1) How was Vi antigen acquired in S. Typhi?

2) What is it?

Answer 52

Horizontal gene transfer (not in S. Typhimurium or S. Paratyphi genomes).

Polysaccharide capsule (viaB gene locus) that blocks recognition of bacteria; up-regulated during systemic infection.

Immune evasion: neutrophil and phagocytic respiratory burst.

Question 53

S. ____ can also cause a similar phenotype but it has no Vi antigen found in S. Typhi.

Mechanism: very long O-antigen chains on LPS that block recognition of the bacteria.

Example of _______ evolution of two pathogens.

Answer 53

S. paratyphi

Convergent

Question 54

1) Which species is the Typhoid toxin unique to?

2) When is it secreted?

3) What family is it part of? What genes are essential for its function?

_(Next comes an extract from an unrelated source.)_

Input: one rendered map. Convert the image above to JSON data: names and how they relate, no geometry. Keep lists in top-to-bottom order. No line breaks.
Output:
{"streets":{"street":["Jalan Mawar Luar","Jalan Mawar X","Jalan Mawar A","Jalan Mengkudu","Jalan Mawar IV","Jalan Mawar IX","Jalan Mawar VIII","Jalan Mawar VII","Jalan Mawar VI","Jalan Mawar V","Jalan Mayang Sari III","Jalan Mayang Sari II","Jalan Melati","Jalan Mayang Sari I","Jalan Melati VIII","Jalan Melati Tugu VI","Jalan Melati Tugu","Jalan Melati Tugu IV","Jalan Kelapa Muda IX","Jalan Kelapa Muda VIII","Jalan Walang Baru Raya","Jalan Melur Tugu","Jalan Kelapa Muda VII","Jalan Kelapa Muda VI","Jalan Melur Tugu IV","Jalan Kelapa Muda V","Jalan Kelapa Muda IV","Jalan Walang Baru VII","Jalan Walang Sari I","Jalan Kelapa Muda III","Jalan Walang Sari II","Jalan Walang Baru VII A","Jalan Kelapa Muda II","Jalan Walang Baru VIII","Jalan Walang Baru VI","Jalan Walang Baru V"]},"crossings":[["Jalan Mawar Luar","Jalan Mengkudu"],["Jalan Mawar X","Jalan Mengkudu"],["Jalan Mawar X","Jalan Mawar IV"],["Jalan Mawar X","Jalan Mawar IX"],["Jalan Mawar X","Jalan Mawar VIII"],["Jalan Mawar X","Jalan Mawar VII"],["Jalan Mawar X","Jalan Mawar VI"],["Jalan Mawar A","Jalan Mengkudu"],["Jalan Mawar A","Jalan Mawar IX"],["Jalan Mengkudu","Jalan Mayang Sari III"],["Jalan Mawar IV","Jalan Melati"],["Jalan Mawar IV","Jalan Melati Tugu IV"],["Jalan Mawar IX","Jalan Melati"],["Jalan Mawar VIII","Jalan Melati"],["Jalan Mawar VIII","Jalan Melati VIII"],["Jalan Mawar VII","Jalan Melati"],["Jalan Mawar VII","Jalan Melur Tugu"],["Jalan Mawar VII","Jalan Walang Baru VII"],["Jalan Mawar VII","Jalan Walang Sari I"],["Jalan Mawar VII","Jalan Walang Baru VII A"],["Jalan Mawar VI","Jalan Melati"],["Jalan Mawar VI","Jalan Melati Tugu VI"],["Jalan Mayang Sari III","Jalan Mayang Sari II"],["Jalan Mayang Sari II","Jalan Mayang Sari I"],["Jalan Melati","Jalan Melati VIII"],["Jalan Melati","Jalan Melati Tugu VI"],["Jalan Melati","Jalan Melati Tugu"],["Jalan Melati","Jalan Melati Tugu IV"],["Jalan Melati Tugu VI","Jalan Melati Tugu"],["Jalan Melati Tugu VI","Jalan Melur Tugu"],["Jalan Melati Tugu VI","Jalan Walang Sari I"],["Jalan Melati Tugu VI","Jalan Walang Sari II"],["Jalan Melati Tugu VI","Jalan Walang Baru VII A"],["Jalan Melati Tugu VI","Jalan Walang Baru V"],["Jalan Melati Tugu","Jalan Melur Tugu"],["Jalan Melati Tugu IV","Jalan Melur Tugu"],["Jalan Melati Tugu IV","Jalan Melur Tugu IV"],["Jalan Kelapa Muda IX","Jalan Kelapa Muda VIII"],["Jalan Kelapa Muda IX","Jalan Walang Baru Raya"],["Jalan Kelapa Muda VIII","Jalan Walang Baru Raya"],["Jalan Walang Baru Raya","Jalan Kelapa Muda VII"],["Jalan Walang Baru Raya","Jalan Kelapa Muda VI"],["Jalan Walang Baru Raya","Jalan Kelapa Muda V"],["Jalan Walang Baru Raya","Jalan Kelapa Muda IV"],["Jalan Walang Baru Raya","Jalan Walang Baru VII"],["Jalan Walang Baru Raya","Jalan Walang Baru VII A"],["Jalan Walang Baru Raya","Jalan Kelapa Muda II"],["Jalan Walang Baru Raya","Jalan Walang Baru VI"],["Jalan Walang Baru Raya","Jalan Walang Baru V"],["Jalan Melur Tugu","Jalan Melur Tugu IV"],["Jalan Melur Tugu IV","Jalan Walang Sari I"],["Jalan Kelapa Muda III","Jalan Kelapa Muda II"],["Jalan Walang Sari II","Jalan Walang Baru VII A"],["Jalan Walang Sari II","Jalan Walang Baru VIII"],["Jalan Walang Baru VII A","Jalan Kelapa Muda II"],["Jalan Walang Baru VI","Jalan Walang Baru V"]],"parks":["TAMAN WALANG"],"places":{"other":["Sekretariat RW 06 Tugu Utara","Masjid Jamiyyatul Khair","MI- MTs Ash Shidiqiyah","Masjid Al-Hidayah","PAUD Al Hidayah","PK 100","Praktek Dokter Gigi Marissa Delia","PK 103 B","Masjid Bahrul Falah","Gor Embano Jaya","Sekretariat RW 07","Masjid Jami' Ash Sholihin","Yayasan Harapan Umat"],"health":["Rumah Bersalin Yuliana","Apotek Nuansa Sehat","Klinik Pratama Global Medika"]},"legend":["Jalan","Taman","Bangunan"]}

4) What is its mechanism of action?

Answer 54

1. unique to S. Typhi and S. paratyphi
2. Secreted into SCV lumen after uptake; exported in compartments; toxin needs to be exported outside the host cell in order to function.
3. AB toxin family - A2B5 (pltB, pltA and cdtB all 3 genes essential for function)
4. It targets HUMAN CELLS specifically. It recognizes surface glycoprotein sialoglycans with acetyl neuraminic acid termini (preferentially expressed human cells). It can act on many different cell types.

Question 55

What is the CdtB of the Typhoid Toxin?

How many subunits of PltB and PItA does the Typhoid toxin have?

Answer 55

1) CdtB (cytolethal distending toxin; exotoxin) - deoxyribonuclease, causes DNA damage, arrests in G2/M phase of cell cycle.

2) Five pItB subunits and two pItA subunits.